Ante o torvo semblante do acusador, Girólamo respirava com
dificuldade, açoitado pelos tropéis das lembranças sinistras, que retornavam à
mente sobressaltada. Longe, porém, de arrepender-se ou justificar-se,
sintonizava com o ódio que o pai adoptivo destilava, sentindo-se
impossibilitado de selar-lhe os lábios em definitivo. De compleição moral pusilânime,
não tinha coragem de enfrentar a vítima, acostumado aos ardis criminosos nos
quais sempre se escondia. Por mais que desejasse libertar-se da constrição da
cena, não conseguia senão afundar-se ainda mais na angústia maceradora do
momento.
– Sei o que pensas, miserável! – vociferou, soturno e frio, o
adversário. – Ouço-te por processo que ignoro. Tua mente fala na minha e sei o
que desejarias perpetrar para silenciar-me, como tens feito com os infelizes
que tentam obstaculizar-te o avanço desregrado. É, porém, inútil. Não me
atingirás. Eu, sim, tenho-te nas mãos e te esganarei lentamente, como fizeste
aos meus, asfixiando-os com frieza calculada… Mas, ainda não acabei. Ouvirás agora
a tua parceira. Ela está do meu lado.
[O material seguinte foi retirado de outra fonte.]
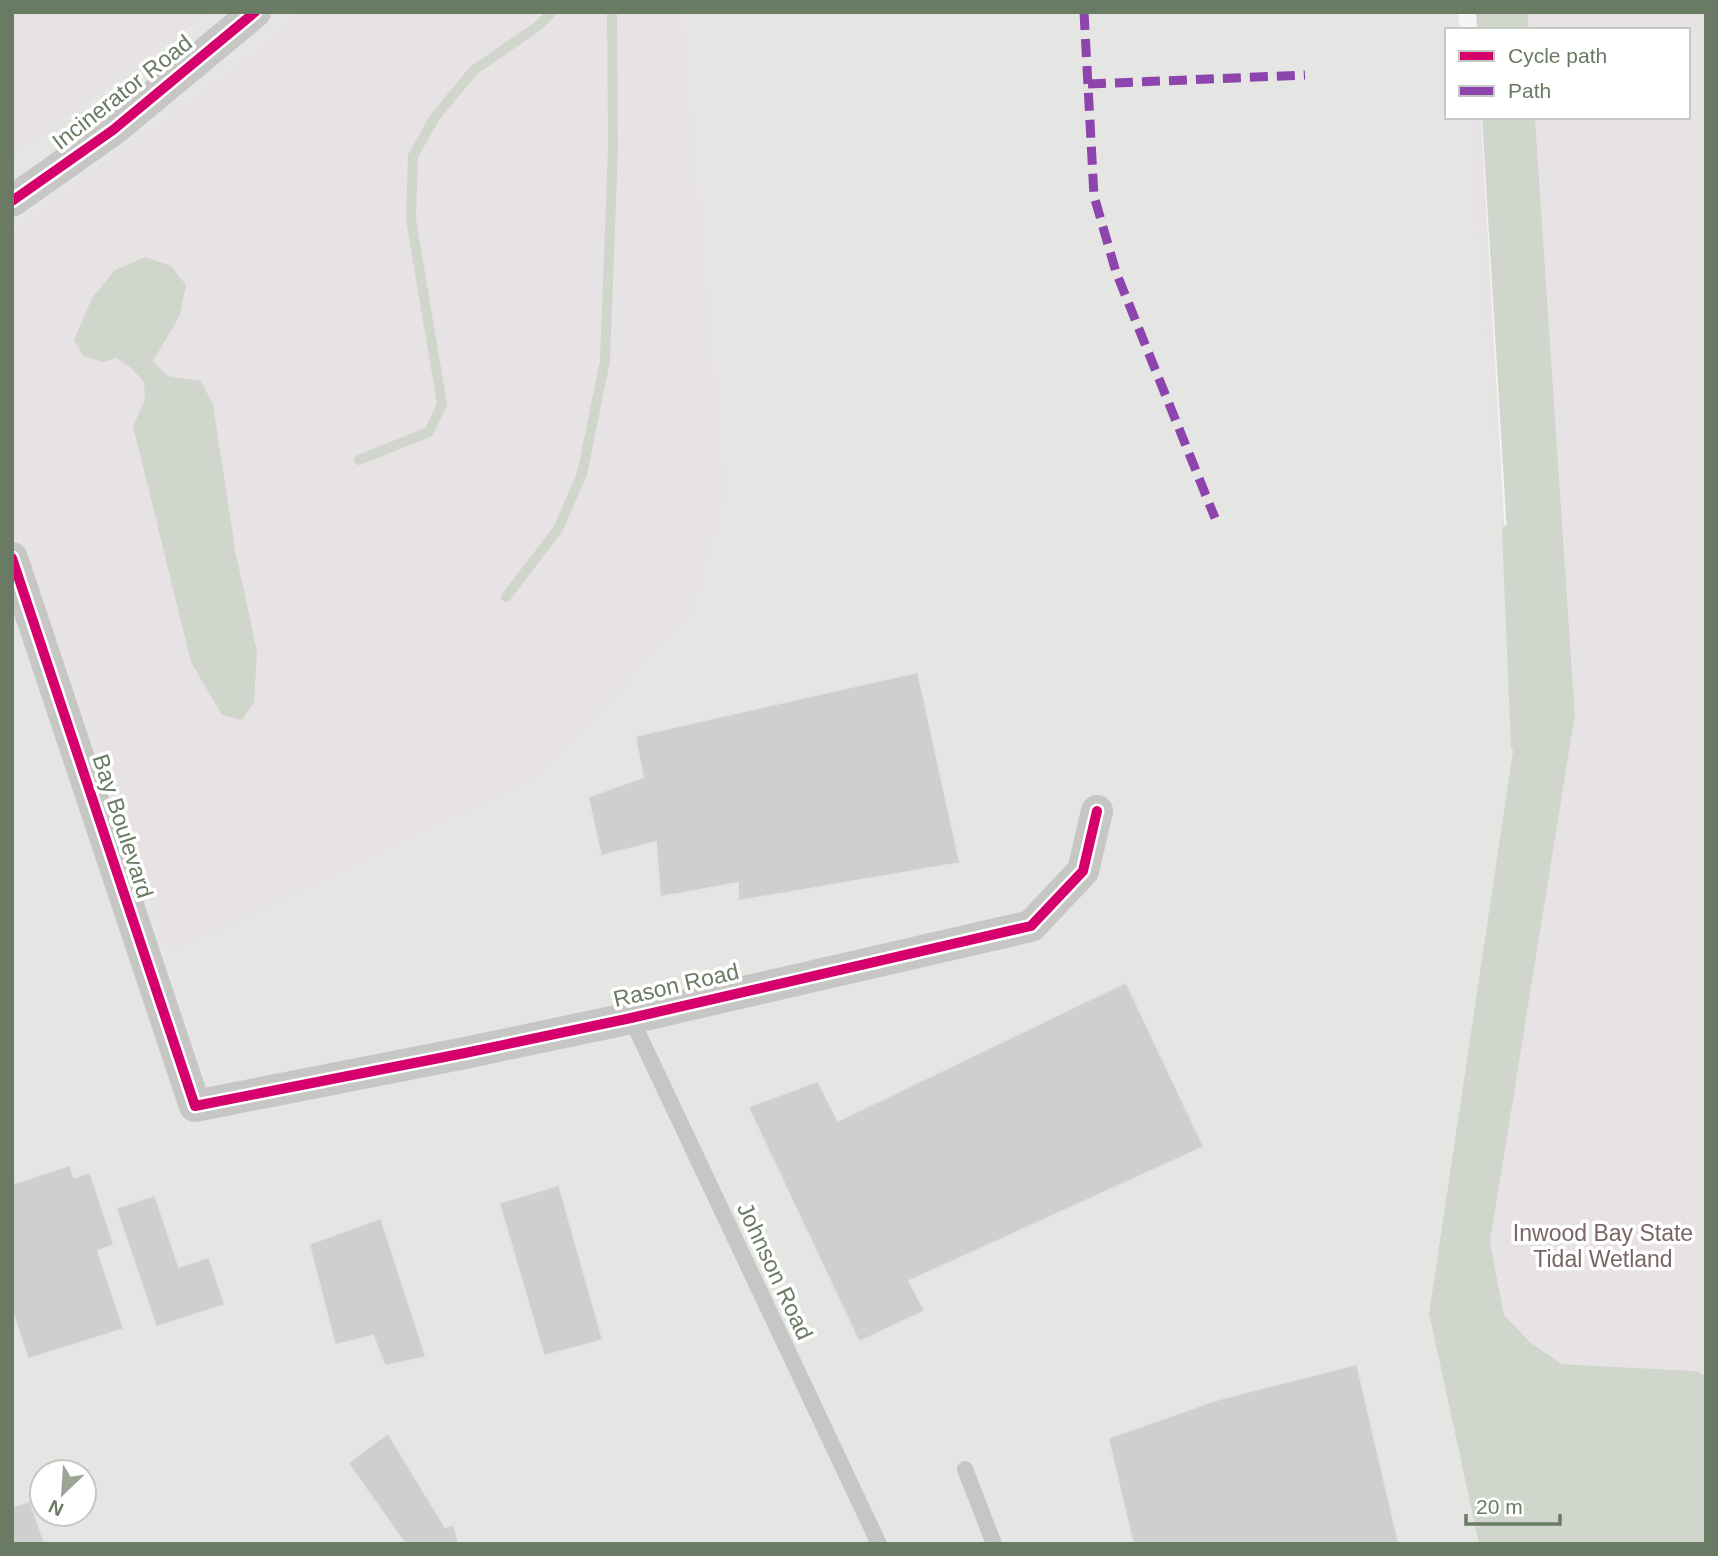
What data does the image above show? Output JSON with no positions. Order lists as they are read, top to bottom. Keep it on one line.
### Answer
{"streets":{"street":["Incinerator Road","Bay Boulevard","Rason Road"],"lane":["Johnson Road"]},"crossings":[["Bay Boulevard","Rason Road"],["Rason Road","Johnson Road"]],"parks":["Inwood Bay State Tidal Wetland"],"legend":["Cycle path","Path"],"scale_bar":"20 m","north":"bottom left"}
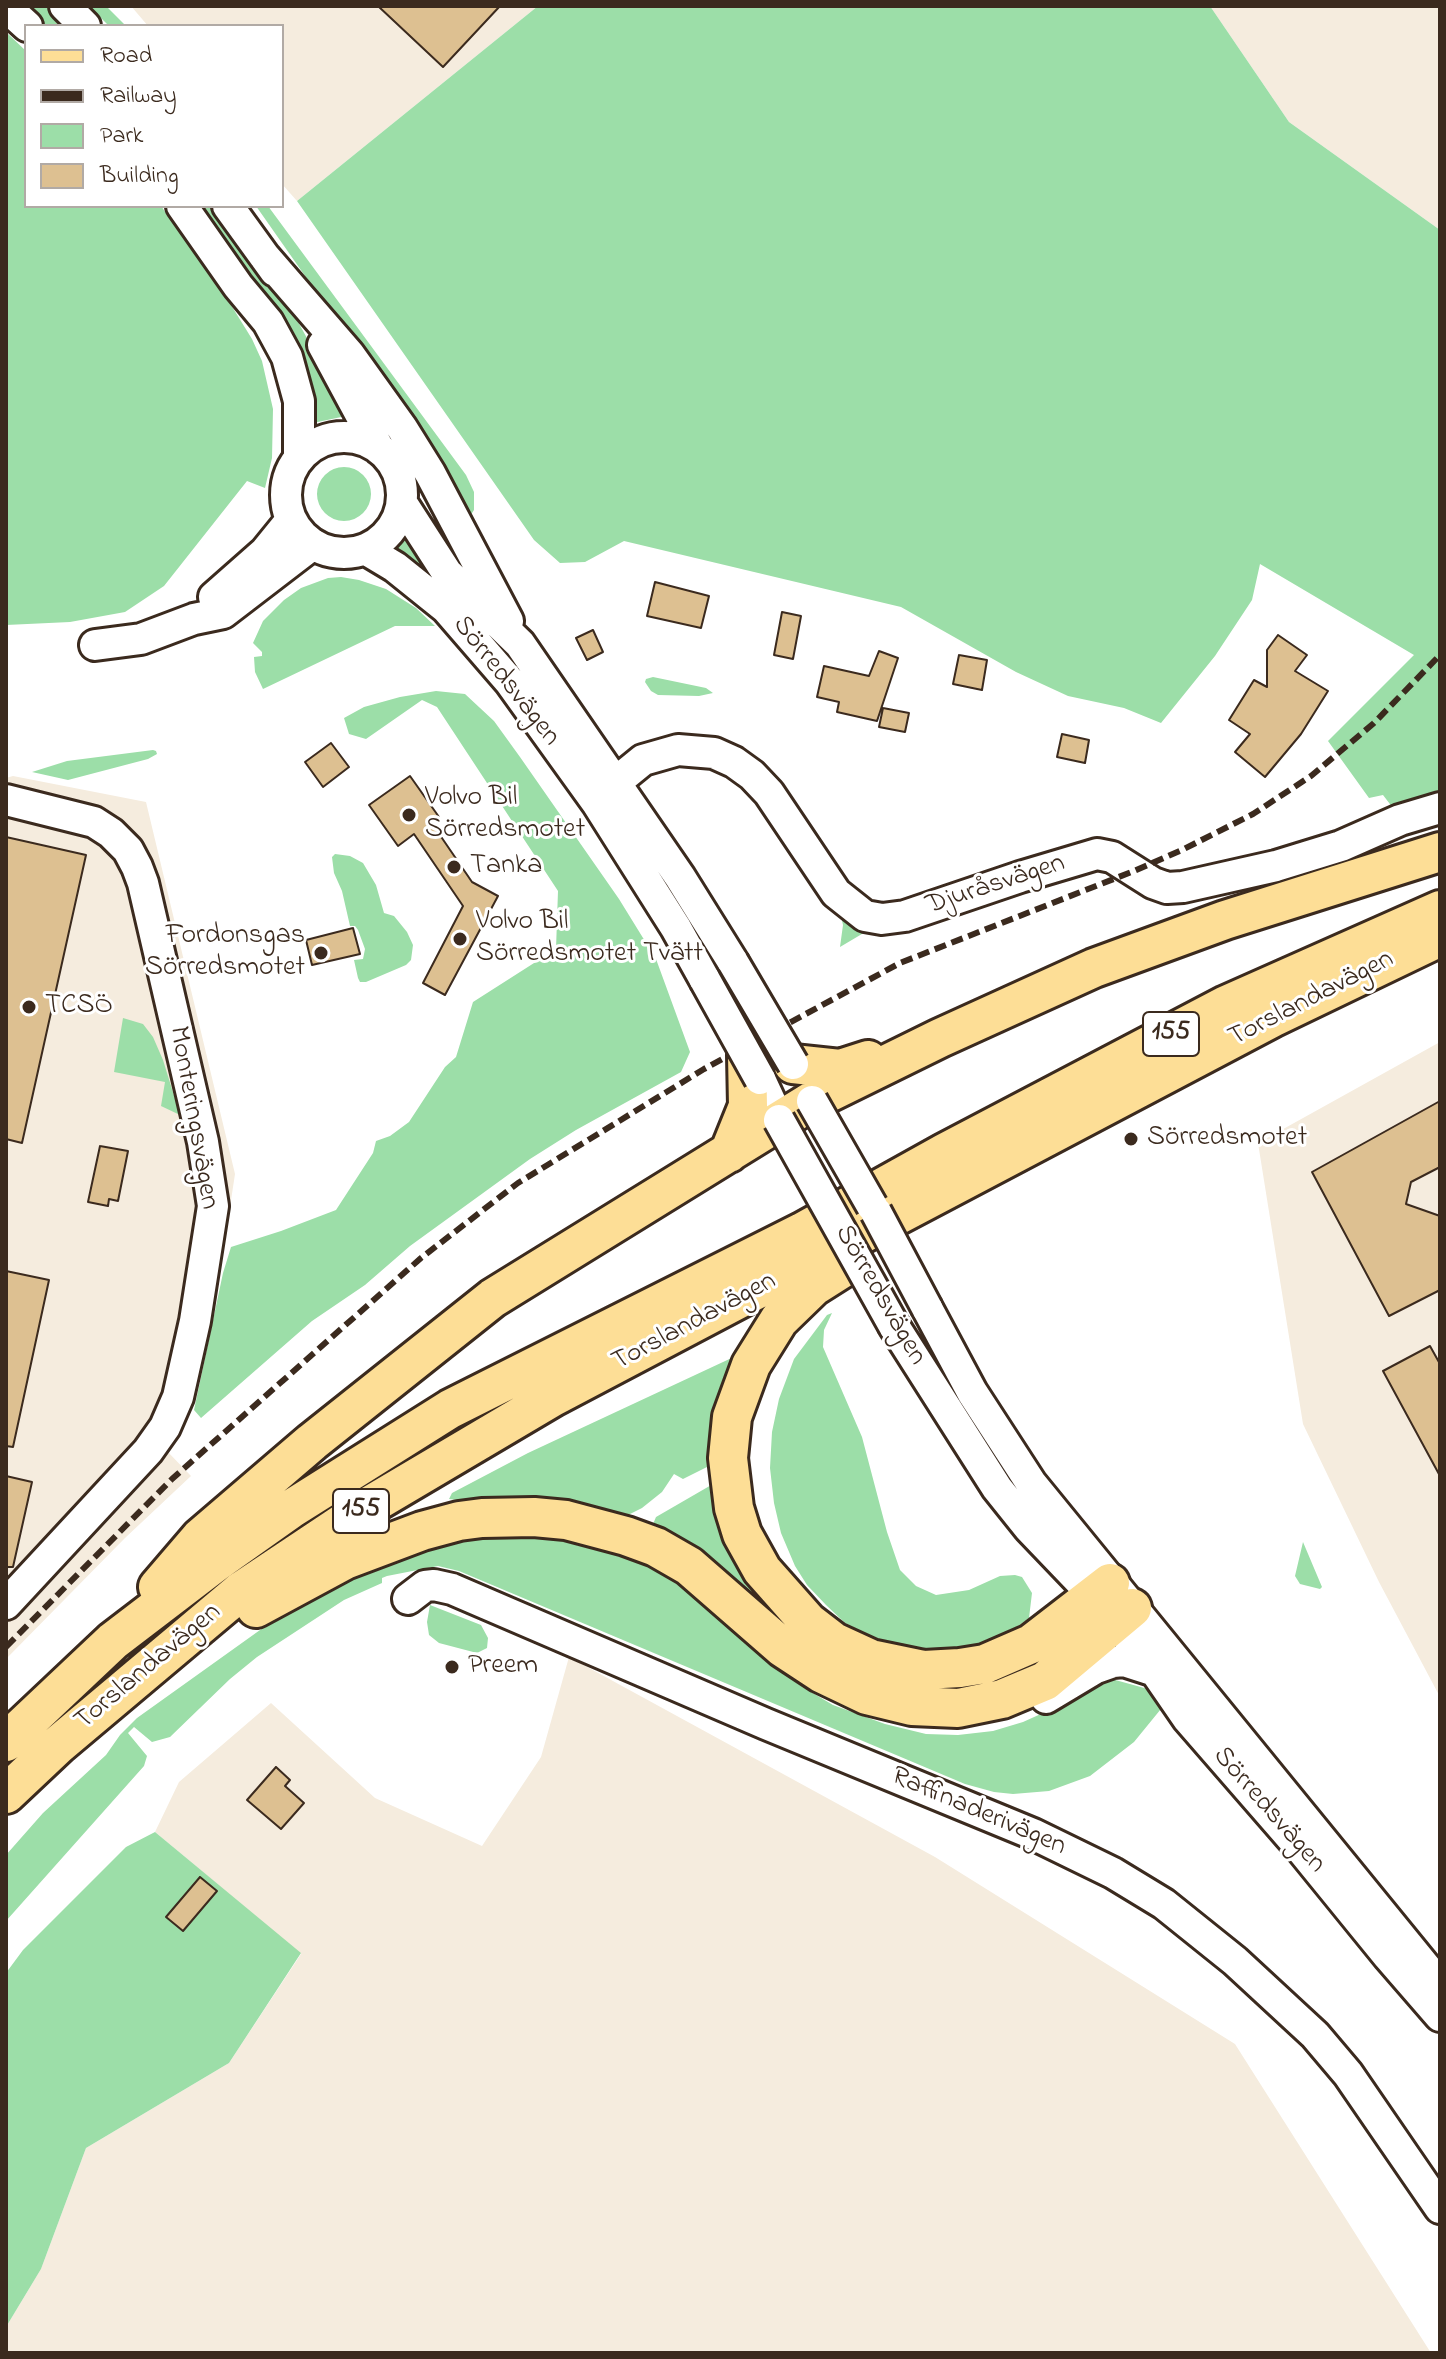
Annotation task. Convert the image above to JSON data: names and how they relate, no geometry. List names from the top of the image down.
{
  "streets": {
    "main road": ["Torslandavägen", "155"],
    "street": [
      "Sörredsvägen",
      "Djuråsvägen",
      "Monteringsvägen",
      "Raffinaderivägen"
    ]
  },
  "crossings": [
    ["Sörredsvägen", "Djuråsvägen"]
  ],
  "places": [
    "Volvo Bil Sörredsmotet",
    "Tanka",
    "Volvo Bil Sörredsmotet Tvätt",
    "Fordonsgas Sörredsmotet",
    "TCSÖ",
    "Sörredsmotet",
    "Preem"
  ],
  "legend": [
    "Road",
    "Railway",
    "Park",
    "Building"
  ]
}
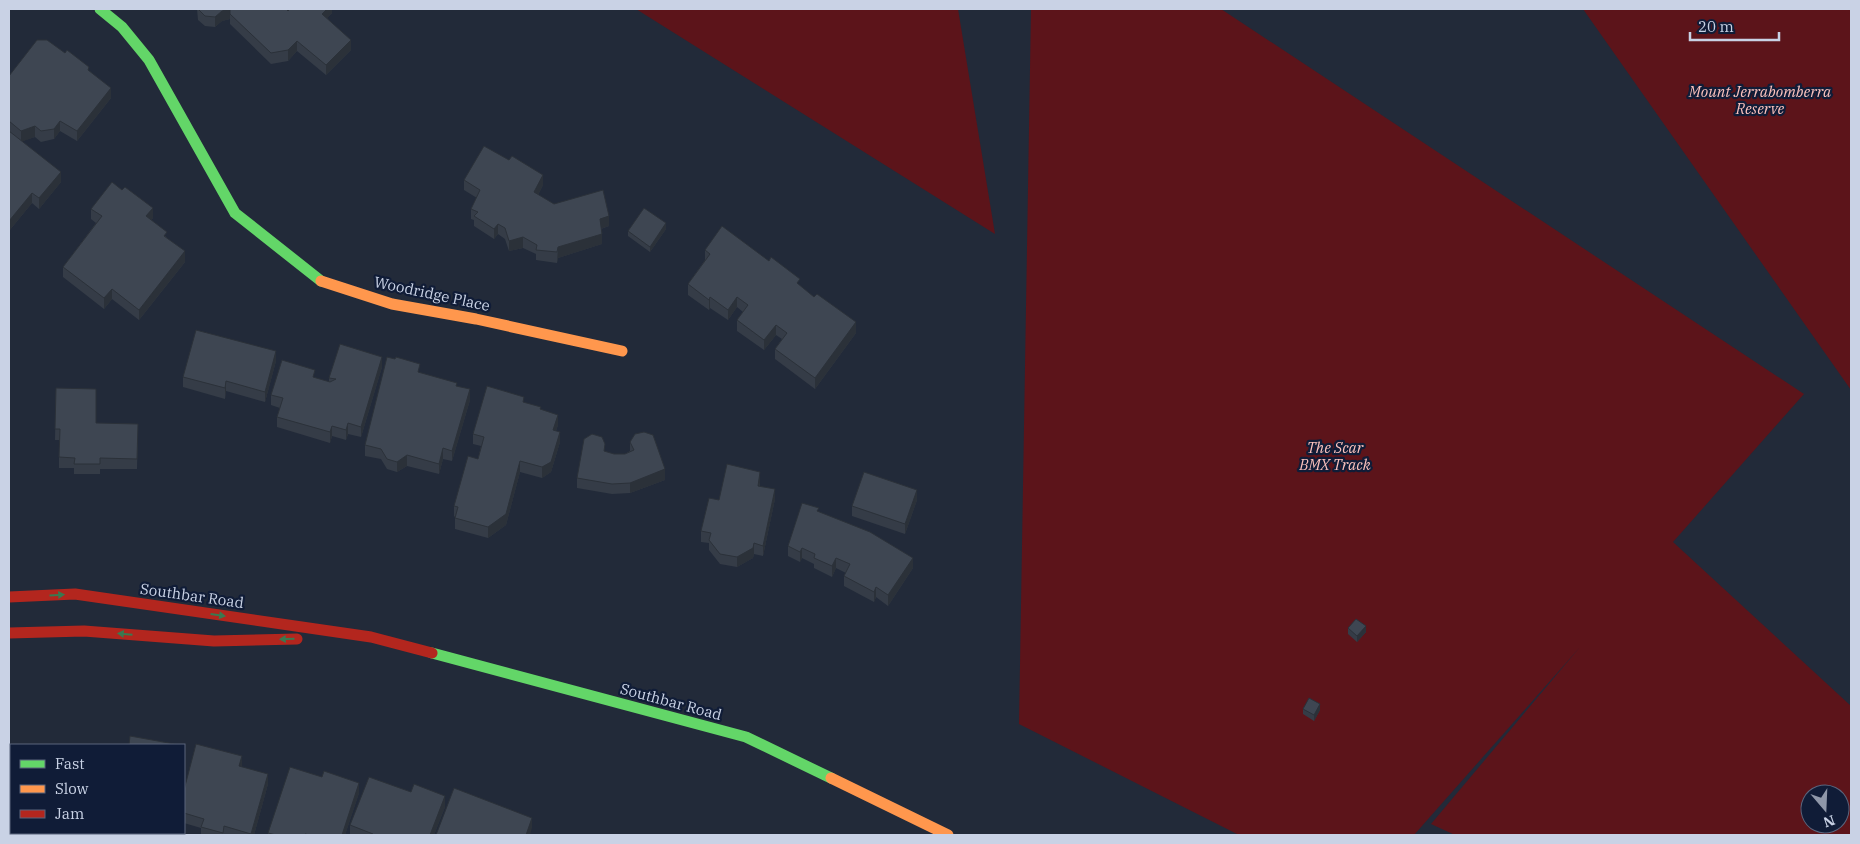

Recebi-a depois da morte e submeti-a a
mim, considerando o ódio que agora também ela te devota. Escuta-a, bandido,
para que nunca mais esqueças…
Assunta, conquanto tivesse o aspecto de górgona, por
momentos lívida, por instantes rubra, escancarou a boca macilenta e, vencida
por dorida agonia, doestou:
– Por que me destroçaste a vida, quando a juventude me
sorria, infeliz?! Não te fui cômpar dócil e maleável, deixando-me arrastar à
hediondez do crime sob tua inspiração? Ao dar-te meu corpo, não selei contigo o
pacto de vida ou morte, oferecendo-te, também, minha alma, que ambos atiramos
na desgraça em que ora padeço?! Dá-me uma só razão para o homicídio que
perpetraste contra mim. Silenciar-me a voz, apagando-me da tua presença? Inditoso
e venal assassino. Eu te lamento, porque não te posso perdoar. Na tua sanha e
desfaçatez, ignoras Deus ou te supões maior do que Ele, para tomares nas tuas mãos
as vidas e destroçá-las, como se fossem brinquedos de que te podes utilizar
caprichosamente, para logo após arrojá-los no abandono do abismo?... E eu que
tanto te amei!
Lágrimas de fogo escorriam abundantemente pelo rosto
congestionado da facínora, colhida na rede da própria trama. Convulsiva, no
entanto, vociferou:
– Todo o amor que nutria por ti agora me consome em fornalha
de ódio vivo. O duque colheu-me e
vinga-se em mim. Rouba-me energias, vampiriza-me, deixando-me somente parcas
forças, para que eu as tome de ti, vampirizando-te, também, já que estamos tão
vinculados, a fim de passá-las a ele… Nada sabes da morte, corretor da destruição. Locupletam-se aqui, em hediondos conúbios, os desventurados como nós. Fazes parte,
já, dos que aqui se encontram, não
obstante ainda estejas fora destes sítios. Experimentarás o exaurir das
energias, o deperecer inevitável, e depois… depois estaremos esperando por ti,
vinculados uns aos outros pelos crimes que nos igualam. Girólamo, Girólamo, porquê?...
/…
*| Parcas – As parcas eram figuras da Mitologia que
representavam três divindades dos Infernos, senhoras das vidas das criaturas,
cuja trama fiavam. Cloto representava o nascimento, segundo a roca, Láquesis
fazia que girasse o fuso e Átropos cortava o fio, fazendo extinguir a vida.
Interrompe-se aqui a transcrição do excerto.